» **What needs to be done**: Look through the records below for the line with "Transcribe the names and structure of the picture" and the line with "Transcribe the names and structure of this", then return those lines and all lines between, exactly.

» **Recorded data**:
┌────────
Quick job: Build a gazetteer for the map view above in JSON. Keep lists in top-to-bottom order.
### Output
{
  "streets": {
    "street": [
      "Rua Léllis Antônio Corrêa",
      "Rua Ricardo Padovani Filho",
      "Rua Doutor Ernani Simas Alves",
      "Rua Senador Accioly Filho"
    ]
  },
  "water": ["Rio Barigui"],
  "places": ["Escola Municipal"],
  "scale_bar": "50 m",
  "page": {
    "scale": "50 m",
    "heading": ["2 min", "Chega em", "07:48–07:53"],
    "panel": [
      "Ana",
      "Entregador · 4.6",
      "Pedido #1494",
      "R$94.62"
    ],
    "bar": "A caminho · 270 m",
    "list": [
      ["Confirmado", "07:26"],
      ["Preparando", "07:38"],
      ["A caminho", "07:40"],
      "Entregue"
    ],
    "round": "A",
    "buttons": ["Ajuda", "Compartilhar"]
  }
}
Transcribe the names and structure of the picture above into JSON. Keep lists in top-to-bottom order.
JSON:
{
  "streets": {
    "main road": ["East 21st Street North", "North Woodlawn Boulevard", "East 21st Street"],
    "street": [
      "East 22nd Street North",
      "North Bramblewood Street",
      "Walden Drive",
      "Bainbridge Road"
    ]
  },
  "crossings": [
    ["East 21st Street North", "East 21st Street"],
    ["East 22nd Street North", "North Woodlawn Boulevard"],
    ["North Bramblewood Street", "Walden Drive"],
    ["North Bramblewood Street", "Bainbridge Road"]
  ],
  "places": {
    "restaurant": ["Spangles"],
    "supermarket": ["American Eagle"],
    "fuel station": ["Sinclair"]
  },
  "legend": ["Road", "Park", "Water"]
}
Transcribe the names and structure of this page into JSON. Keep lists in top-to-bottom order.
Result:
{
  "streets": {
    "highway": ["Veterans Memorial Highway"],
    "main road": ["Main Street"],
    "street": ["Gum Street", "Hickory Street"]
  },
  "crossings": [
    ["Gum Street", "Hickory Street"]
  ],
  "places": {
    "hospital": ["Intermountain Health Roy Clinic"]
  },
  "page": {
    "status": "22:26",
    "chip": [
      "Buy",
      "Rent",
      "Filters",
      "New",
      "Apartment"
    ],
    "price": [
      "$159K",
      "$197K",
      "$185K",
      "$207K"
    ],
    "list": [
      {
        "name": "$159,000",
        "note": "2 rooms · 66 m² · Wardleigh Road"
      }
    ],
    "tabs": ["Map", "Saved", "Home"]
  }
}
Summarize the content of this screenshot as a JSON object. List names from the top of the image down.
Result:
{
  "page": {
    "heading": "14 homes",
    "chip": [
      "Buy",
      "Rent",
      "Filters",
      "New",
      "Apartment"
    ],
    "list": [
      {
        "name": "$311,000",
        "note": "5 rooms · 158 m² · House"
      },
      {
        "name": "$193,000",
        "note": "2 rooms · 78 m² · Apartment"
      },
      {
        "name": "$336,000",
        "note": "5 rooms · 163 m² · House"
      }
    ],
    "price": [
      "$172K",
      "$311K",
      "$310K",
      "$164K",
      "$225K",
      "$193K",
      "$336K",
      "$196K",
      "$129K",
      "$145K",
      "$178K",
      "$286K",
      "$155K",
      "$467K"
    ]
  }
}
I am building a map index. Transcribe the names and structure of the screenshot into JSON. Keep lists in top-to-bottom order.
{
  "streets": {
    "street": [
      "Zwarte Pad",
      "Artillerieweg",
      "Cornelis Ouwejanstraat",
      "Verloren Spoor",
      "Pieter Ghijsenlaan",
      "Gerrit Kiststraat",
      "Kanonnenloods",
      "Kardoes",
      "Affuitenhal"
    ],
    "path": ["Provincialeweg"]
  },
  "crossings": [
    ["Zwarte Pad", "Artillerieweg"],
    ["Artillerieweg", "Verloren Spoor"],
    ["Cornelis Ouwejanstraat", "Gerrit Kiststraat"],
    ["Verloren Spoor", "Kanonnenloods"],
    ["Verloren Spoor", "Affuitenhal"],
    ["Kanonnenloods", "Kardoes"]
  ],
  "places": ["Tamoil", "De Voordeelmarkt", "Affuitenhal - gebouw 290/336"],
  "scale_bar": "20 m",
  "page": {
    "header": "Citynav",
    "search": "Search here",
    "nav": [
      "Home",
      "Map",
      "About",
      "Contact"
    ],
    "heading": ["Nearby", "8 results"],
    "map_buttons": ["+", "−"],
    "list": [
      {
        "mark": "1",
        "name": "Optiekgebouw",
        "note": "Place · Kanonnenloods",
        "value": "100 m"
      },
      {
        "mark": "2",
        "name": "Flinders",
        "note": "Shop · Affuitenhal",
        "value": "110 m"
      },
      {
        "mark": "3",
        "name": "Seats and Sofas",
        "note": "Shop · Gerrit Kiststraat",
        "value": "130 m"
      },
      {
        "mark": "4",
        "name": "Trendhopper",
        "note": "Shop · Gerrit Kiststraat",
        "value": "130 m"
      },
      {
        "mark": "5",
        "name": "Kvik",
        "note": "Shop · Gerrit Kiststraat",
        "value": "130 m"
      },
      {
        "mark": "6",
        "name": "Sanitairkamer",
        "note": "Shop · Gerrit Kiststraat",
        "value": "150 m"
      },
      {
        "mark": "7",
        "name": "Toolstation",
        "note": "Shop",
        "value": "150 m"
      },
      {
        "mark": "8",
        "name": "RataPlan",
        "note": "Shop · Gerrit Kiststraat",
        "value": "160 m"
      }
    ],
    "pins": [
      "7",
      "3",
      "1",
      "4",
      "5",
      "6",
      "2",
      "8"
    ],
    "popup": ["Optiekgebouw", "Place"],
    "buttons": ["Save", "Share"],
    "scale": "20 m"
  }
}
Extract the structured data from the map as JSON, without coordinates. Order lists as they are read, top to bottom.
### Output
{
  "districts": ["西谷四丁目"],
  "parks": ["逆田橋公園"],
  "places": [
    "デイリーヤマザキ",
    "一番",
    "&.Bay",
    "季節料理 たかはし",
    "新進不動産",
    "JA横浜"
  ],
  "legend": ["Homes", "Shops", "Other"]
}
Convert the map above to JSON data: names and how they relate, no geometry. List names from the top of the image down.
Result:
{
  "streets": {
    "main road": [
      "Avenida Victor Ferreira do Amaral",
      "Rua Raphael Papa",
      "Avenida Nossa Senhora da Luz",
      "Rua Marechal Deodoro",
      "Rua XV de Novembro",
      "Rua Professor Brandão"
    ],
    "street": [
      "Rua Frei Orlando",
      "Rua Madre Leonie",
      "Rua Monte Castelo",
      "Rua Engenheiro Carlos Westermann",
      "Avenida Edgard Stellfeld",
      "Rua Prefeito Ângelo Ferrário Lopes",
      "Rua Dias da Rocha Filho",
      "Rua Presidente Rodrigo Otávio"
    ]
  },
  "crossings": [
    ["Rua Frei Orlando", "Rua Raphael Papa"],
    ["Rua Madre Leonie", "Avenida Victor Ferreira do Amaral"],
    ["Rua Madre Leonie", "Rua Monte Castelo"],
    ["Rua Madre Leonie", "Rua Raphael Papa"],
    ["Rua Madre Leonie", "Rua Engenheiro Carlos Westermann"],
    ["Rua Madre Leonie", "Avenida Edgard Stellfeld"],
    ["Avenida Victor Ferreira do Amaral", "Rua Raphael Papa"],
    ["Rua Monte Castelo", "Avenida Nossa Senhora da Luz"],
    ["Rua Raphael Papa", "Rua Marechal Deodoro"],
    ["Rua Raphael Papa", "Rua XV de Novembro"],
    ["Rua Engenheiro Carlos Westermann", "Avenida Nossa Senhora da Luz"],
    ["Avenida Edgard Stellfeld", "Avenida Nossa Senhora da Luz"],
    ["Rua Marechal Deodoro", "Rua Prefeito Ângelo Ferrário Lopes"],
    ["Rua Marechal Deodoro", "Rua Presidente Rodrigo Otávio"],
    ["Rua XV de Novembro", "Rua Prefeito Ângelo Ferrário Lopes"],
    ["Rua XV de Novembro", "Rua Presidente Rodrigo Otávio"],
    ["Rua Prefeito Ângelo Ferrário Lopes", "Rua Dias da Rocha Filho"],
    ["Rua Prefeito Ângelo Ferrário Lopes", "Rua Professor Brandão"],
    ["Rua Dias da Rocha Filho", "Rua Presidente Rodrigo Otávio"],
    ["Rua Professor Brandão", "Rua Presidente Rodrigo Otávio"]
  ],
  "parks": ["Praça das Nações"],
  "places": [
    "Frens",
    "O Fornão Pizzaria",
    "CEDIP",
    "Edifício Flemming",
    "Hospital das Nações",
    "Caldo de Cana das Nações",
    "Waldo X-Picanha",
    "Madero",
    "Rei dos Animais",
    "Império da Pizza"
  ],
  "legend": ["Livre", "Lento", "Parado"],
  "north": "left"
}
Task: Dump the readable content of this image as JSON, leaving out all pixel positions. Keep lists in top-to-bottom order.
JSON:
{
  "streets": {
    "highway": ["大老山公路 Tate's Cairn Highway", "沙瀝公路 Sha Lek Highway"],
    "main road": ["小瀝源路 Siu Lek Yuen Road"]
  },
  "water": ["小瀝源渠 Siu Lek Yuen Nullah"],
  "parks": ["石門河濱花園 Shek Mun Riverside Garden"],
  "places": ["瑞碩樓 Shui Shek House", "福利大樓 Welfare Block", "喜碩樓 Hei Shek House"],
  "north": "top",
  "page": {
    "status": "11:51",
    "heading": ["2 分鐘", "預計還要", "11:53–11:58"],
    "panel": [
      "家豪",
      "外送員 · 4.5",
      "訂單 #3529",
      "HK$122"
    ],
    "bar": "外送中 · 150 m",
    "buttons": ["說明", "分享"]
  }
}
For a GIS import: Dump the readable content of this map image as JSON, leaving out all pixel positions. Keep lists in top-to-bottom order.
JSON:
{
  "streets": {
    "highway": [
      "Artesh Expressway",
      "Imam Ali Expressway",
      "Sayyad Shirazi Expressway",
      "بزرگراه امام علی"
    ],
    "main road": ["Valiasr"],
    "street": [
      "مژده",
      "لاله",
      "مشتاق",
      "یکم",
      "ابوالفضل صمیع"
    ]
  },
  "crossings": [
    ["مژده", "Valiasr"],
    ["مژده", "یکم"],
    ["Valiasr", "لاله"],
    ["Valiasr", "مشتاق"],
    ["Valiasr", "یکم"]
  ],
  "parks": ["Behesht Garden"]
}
└────────
» **Output of the exercise**:
Transcribe the names and structure of the picture above into JSON. Keep lists in top-to-bottom order.
JSON:
{
  "streets": {
    "main road": ["East 21st Street North", "North Woodlawn Boulevard", "East 21st Street"],
    "street": [
      "East 22nd Street North",
      "North Bramblewood Street",
      "Walden Drive",
      "Bainbridge Road"
    ]
  },
  "crossings": [
    ["East 21st Street North", "East 21st Street"],
    ["East 22nd Street North", "North Woodlawn Boulevard"],
    ["North Bramblewood Street", "Walden Drive"],
    ["North Bramblewood Street", "Bainbridge Road"]
  ],
  "places": {
    "restaurant": ["Spangles"],
    "supermarket": ["American Eagle"],
    "fuel station": ["Sinclair"]
  },
  "legend": ["Road", "Park", "Water"]
}
Transcribe the names and structure of this page into JSON. Keep lists in top-to-bottom order.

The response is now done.